Quick background on me: I work for Washington Area Bicyclist Association running a program with BikeArlington called the PAL Ambassadors. I work with volunteers to improve street safety by giving life to the message of being Predictable, Alert and Lawful.

What happened?  Basically the driver drove his car out of the driveway, drove around the corner, cutting it close to the left curb and was looking down.   He didn’t see that I was coming to a stop at the intersection.  He was 50’ from his house when he ran into me head-on.  

Why did it happen and what did we learn?  

First:  Morning routines can be bad!  We all do things in the morning that maximize our time to sleep and help us remember what we need for the day.  We sometimes shortcut things, multi-task, and even start moving before we’re really ready.  

Solution — Be Predictable:  This man’s morning routine made his behavior erratic and unpredictable.  What made sense to him inside his car made it impossible for him to drive safely and for me to predict where he was going or what he was doing.

Second —  Some activities require your full attention:  We all take shortcuts and multi-task to save time and make life easier.  That’s okay if you’re making toast.  It isn’t okay if you’re walking, riding or driving down the street.  Each of those tasks requires your full attention.

Solution — Be Alert:  An attentive driver would have seen the cyclist in reflective clothing with a bright headlight even though conditions were not great.  If it is dark and/or weather makes visibility challenging, it requires MORE focus, not less.

Third:  Don’t break the law for the sake of convenience.  We all pick and choose which laws we obey and which ones we ignore for the sake of convenience or expedience.  This driver broke 6 or 7 traffic laws in the first 50 feet of his commute and they combined to cause an accident.  None of the laws he broke were really a big deal.  It was how they combined together that put a cyclist on the hood of his car.

Solution — Be Lawful:  Rules of the road are there for a reason.  They save lives.  That message isn’t just for drivers, but for pedestrians and cyclists too.  

What did I learn from this?

Good people sometimes do foolish, careless things.  The guy that hit me wasn’t a jerk.  He wasn’t aggressive or rude.  He just made a few mistakes and was a little careless.  We all do things like that, though I’d hope not while driving.  

Patience, understanding and respect make bad situations much easier to deal with.  I wasn’t always mellow, polite and respectful after accidents like this.  I’ve tried every other way to behave in bad situations and being calm and kind is the only one that protects my safety and livelihood in the long run. 

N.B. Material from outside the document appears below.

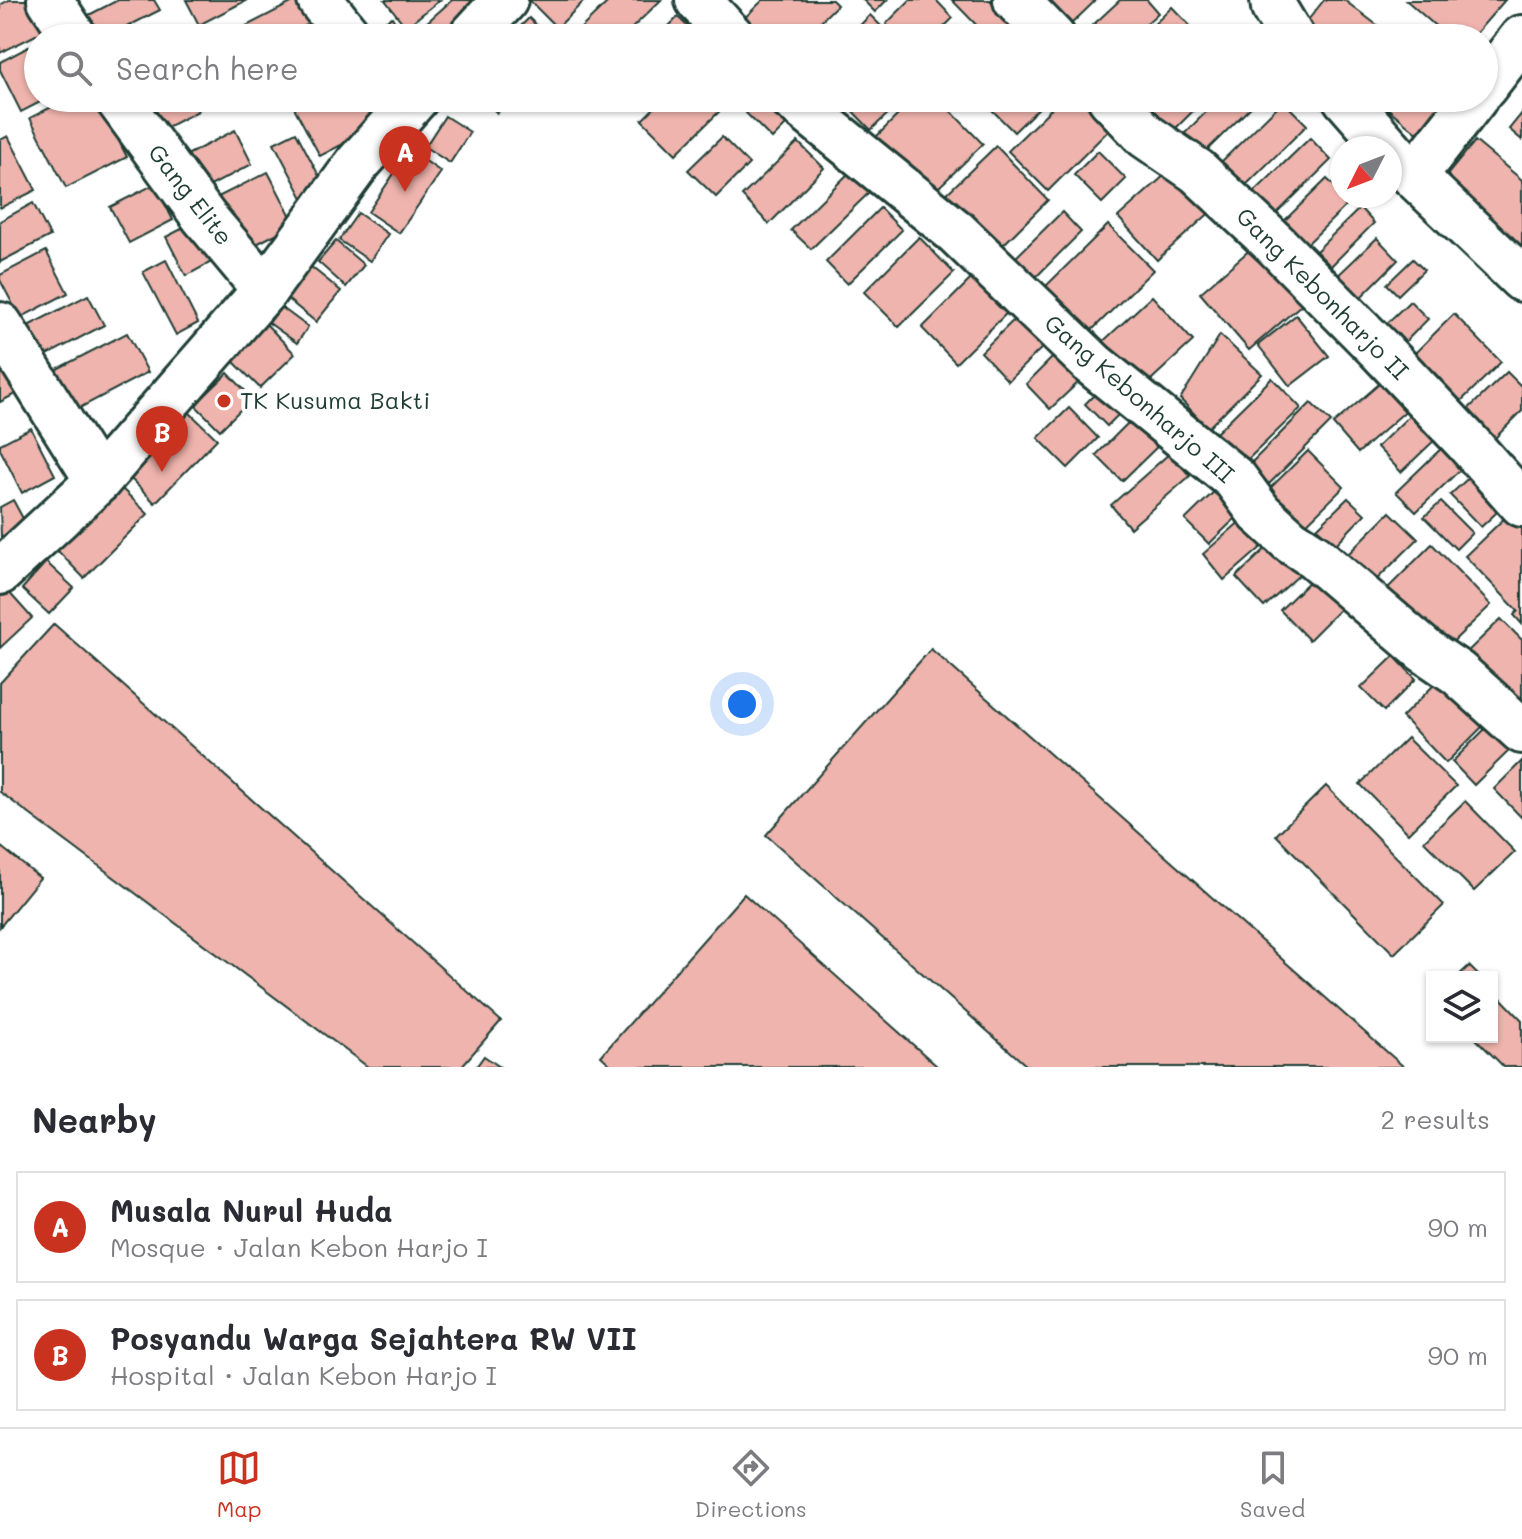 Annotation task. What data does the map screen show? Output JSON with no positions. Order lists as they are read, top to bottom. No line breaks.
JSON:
{"streets":{"street":["Gang Elite","Gang Kebonharjo II","Gang Kebonharjo III"]},"places":["TK Kusuma Bakti"],"north":"bottom left","page":{"search":"Search here","pins":["A","B"],"heading":["Nearby","2 results"],"list":[{"mark":"A","name":"Musala Nurul Huda","note":"Mosque · Jalan Kebon Harjo I","value":"90 m"},{"mark":"B","name":"Posyandu Warga Sejahtera RW VII","note":"Hospital · Jalan Kebon Harjo I","value":"90 m"}],"nav":["Map","Directions","Saved"]}} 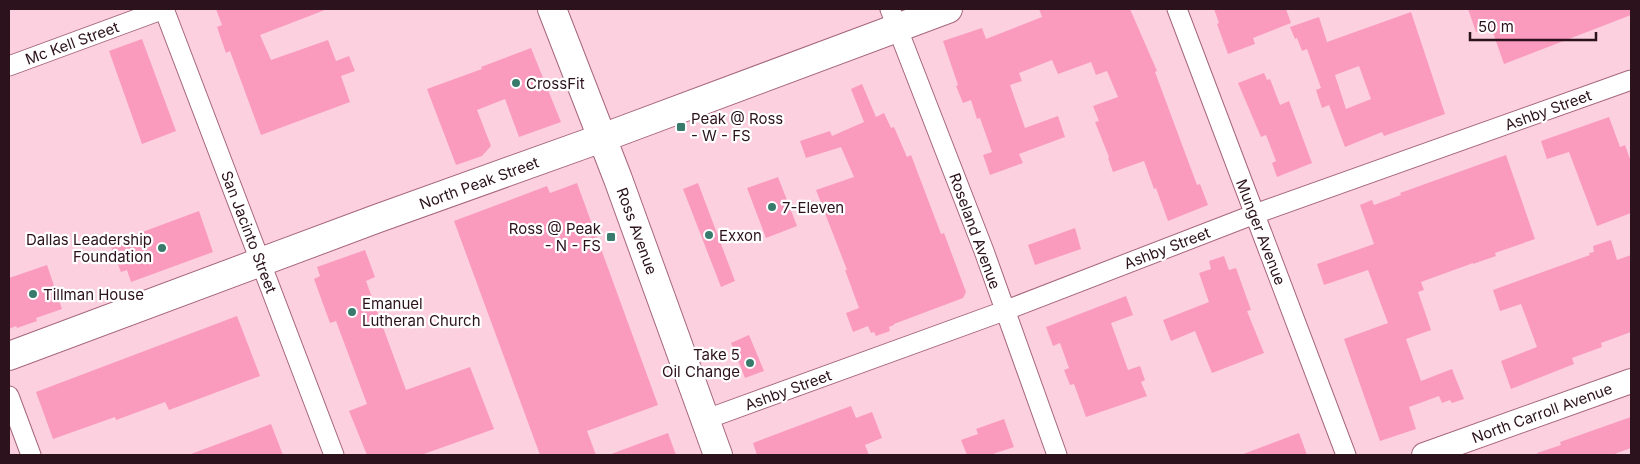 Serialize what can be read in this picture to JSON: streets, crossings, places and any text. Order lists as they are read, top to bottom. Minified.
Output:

This driver was amazed at how mellow I was and had no problem at all with doing what was right in the aftermath of the accident.  If I was angry and yelling, things would have gone much differently.  

Being a PAL helps, but it can’t prevent every accident.  We all need to work together to make streets safer.  I did everything right on my morning commute.  I still got hit by a careless driver.  

RESOURCES:  WABA has a great “What To Do After A Crash” Page.  Study it, learn it and make it yours BEFORE you have a crash.